A candidate so stuck up, so cluelessly arrogant, would have to be a bottomless fount of campaign-destroying gaffes of the caliber of Carly Fiorina’s demon sheep. So Romney. There’s the dog-atop-the-car incident that has pet lovers hissing and growling. There’s the time he publicly confessed he enjoys firing people — and it’s not just firing yard work contractors; it’s firing people, period, that turns him on, or he wouldn’t have made it his life’s work. There’s how he gets testy with angry poor people and talks down to them. There’s how he looks so artificial that people have taken to calling him a robot (e.g. RomBot) and a zombie (Zomney). And the gaffes will not stop. They cannot stop because Romney completely lacks the ability to connect with people below his own aristocratic caste.

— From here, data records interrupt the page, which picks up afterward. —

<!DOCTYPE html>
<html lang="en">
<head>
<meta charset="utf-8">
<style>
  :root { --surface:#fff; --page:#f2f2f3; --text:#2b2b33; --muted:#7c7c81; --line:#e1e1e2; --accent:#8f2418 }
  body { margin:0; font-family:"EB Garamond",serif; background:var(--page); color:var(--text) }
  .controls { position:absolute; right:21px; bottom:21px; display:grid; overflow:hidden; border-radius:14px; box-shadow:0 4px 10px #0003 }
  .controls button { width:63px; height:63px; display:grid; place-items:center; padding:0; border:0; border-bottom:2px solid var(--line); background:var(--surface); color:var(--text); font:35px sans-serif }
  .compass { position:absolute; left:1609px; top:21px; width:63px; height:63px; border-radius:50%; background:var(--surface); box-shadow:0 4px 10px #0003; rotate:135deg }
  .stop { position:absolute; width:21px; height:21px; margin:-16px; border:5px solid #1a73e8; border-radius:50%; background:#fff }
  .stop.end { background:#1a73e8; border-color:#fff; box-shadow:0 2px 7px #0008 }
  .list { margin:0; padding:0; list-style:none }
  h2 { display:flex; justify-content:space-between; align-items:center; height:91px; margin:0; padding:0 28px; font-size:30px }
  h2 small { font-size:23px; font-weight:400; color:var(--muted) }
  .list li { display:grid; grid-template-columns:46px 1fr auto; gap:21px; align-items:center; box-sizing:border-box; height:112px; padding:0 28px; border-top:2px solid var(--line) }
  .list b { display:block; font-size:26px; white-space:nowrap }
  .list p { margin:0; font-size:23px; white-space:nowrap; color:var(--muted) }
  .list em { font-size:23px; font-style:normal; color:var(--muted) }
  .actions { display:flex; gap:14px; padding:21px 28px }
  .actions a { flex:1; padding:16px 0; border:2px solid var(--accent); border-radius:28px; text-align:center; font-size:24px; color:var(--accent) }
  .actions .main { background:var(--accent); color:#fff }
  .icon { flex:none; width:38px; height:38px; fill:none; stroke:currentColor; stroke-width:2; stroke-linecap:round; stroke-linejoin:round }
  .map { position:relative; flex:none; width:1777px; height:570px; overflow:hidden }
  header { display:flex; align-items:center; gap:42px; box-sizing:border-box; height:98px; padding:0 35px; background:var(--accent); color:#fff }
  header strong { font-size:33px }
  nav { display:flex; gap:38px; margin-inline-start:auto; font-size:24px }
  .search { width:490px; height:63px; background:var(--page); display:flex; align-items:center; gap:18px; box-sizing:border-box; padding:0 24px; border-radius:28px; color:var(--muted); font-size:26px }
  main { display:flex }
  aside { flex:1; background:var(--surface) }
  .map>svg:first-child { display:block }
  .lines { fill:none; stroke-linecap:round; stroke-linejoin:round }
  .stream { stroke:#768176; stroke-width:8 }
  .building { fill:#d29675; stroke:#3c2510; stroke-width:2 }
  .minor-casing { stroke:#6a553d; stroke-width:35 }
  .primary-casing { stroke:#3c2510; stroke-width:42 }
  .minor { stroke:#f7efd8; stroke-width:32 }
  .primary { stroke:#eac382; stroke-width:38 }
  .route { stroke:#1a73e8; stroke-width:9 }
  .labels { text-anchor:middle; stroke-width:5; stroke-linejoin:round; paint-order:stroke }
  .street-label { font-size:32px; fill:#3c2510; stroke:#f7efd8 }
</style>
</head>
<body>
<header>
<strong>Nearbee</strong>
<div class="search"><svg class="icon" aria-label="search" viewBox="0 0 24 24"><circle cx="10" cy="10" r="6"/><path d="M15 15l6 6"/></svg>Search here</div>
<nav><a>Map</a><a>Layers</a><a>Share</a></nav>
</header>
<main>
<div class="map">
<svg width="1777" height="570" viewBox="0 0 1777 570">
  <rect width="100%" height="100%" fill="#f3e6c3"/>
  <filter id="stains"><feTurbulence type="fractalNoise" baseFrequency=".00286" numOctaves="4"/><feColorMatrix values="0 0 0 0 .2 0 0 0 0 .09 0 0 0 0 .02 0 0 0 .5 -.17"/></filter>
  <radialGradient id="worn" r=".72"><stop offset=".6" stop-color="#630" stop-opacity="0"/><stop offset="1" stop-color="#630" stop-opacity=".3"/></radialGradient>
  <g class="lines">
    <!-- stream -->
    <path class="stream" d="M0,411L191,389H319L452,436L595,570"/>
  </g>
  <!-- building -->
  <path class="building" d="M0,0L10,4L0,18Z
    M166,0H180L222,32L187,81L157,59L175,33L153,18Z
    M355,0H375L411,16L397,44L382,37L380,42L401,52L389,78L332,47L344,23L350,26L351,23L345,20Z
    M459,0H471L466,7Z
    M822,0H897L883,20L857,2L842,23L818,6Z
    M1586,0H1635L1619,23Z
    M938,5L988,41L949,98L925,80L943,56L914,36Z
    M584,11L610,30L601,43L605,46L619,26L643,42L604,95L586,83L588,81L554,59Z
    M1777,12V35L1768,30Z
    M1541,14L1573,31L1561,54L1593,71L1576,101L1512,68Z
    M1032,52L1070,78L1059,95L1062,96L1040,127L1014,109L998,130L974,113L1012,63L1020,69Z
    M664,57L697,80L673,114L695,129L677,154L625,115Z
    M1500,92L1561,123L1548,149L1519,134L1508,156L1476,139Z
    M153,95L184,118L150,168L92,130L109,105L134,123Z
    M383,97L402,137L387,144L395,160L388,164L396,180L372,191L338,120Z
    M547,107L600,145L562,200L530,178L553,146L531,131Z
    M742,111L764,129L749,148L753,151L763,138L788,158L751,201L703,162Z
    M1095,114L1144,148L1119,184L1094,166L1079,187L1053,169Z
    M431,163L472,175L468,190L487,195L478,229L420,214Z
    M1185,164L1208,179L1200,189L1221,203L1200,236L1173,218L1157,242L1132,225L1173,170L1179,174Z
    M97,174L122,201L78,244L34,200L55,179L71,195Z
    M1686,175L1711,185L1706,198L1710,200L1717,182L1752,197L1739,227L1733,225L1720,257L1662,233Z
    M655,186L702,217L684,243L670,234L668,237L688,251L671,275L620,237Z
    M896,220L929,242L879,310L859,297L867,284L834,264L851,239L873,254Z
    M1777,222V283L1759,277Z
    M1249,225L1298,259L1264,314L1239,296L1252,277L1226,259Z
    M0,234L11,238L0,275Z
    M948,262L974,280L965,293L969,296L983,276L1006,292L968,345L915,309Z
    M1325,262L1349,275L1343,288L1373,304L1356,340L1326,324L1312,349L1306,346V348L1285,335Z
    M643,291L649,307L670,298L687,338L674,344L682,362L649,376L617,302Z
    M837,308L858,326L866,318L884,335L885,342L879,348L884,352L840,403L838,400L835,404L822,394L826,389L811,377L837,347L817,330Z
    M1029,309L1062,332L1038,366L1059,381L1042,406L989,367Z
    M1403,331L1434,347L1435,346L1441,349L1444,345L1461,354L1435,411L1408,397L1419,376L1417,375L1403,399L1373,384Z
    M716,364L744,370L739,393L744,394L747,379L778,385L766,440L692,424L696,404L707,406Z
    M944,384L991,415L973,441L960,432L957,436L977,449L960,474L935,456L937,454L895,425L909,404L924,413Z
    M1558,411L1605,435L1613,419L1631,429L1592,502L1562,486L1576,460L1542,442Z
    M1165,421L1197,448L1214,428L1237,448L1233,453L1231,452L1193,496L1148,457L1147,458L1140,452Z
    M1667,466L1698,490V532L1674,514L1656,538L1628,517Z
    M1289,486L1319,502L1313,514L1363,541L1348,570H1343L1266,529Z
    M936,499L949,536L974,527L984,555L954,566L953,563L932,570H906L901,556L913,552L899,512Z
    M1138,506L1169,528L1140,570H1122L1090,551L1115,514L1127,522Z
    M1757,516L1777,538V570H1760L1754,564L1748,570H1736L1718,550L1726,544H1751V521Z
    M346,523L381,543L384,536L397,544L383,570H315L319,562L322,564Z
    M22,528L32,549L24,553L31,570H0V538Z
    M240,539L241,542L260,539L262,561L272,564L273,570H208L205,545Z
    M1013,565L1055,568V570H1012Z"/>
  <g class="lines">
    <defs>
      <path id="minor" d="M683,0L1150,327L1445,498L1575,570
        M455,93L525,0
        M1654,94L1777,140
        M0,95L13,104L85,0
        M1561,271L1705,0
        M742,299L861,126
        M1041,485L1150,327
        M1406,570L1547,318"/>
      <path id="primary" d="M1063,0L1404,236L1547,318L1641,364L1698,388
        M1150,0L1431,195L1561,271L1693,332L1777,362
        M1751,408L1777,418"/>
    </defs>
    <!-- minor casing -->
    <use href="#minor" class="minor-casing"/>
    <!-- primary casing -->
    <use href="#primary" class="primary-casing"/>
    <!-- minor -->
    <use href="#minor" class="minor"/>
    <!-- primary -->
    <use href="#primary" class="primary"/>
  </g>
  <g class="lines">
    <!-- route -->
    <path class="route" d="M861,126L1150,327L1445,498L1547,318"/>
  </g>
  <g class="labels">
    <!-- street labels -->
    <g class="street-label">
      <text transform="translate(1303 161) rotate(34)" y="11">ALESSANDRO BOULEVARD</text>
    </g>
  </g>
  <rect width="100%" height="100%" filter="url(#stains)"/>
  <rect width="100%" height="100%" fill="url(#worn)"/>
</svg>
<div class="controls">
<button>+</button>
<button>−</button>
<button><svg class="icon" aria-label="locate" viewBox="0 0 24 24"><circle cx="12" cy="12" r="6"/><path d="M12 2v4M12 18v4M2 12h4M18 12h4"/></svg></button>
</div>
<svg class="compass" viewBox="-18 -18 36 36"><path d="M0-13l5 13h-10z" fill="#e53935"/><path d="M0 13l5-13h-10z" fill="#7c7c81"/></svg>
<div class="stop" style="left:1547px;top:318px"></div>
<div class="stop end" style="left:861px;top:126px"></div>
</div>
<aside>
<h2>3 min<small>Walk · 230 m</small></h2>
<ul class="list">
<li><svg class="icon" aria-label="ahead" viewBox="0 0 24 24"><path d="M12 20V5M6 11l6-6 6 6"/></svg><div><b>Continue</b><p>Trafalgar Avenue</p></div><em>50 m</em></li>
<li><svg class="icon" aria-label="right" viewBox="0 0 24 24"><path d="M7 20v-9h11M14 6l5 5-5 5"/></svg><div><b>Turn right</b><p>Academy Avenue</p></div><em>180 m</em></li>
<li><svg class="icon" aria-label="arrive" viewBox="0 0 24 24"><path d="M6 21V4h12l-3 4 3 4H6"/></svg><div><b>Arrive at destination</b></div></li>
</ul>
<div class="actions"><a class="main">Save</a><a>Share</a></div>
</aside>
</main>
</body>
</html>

Last year, surveying the much broader field of Republican candidates in what had already turned into a tawdry reality show by the time The Donald briefly entered the race on a “birther” platform, I predicted (privately and on Twitter) that even though there’s no way Obama, unmasked as a Nixonite conservative, could win the 2012 presidential election, the Republicans would find a way to lose it. As it turned out, they found several: Trump, the pizza man and his Sim City tax plan, the crazy lady, the debate reality show, Newt’s ego, Santorum’s sanctimony, the replacement of democracy with corporate fascism, tax cuts for the rich and tax war against the poor, and a relentless war not just on workers but women. The Gang Of Plunderers are certain that they are invincible because God and infinite wealth are on their side. The triumphalism of their 2010 victory has made them arrogant enough to make Ayn Rand look humble. Spitting on your constituents on behalf of your corporate owners is not a recipe for electoral victory.

The primary-ending duel between Romney and Rick “the Preacher” Santorum made me realize another thing. Santorum, of course, lost. There are a lot of poor people in the Christian Right, and they voted for Santorum. If I were to bet money, I’d bet big money that the Christian Right will defect from the Rich Man’s Party and vote for the candidate of the party that claims them as its own, called by various names (here in Washington state, the Constitution Party; Independence Party elsewhere). It should be clear by now to the theocratic reactionaries that the GOP worship another god as the Supreme Being, not Jehovah but Mammon, god of money. Between liberal anticorporatism, religious conservative revulsion (and not just because he’s Mormon), and, well, just being a robot or reptoid masquerading as human, Romney looks to be even more the sure loser than fellow flipflopper John Kerry was in 2004. The Republicans are well on their way to losing.

His name is Willard Romney, Incorporated. Pass it on.